__EXERCISE REQUIREMENTS__: The whole listing below should be output again, word for word.

__SUPPLIED RECORDS__:
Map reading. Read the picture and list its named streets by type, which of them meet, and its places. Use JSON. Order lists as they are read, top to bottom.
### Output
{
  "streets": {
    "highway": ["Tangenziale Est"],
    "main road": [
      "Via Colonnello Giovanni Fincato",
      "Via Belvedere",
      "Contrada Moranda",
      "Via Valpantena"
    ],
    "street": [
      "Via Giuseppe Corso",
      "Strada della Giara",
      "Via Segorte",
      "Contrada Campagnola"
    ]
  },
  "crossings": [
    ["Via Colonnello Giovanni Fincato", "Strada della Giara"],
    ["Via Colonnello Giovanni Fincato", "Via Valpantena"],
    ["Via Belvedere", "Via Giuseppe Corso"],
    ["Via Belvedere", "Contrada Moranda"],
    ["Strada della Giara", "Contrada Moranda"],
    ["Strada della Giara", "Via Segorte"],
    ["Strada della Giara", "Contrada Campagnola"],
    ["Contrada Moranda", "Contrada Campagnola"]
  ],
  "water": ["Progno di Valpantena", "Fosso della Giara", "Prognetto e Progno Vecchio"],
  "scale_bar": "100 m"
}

__OUTPUT BELOW__:
Map reading. Read the picture and list its named streets by type, which of them meet, and its places. Use JSON. Order lists as they are read, top to bottom.
### Output
{
  "streets": {
    "highway": ["Tangenziale Est"],
    "main road": [
      "Via Colonnello Giovanni Fincato",
      "Via Belvedere",
      "Contrada Moranda",
      "Via Valpantena"
    ],
    "street": [
      "Via Giuseppe Corso",
      "Strada della Giara",
      "Via Segorte",
      "Contrada Campagnola"
    ]
  },
  "crossings": [
    ["Via Colonnello Giovanni Fincato", "Strada della Giara"],
    ["Via Colonnello Giovanni Fincato", "Via Valpantena"],
    ["Via Belvedere", "Via Giuseppe Corso"],
    ["Via Belvedere", "Contrada Moranda"],
    ["Strada della Giara", "Contrada Moranda"],
    ["Strada della Giara", "Via Segorte"],
    ["Strada della Giara", "Contrada Campagnola"],
    ["Contrada Moranda", "Contrada Campagnola"]
  ],
  "water": ["Progno di Valpantena", "Fosso della Giara", "Prognetto e Progno Vecchio"],
  "scale_bar": "100 m"
}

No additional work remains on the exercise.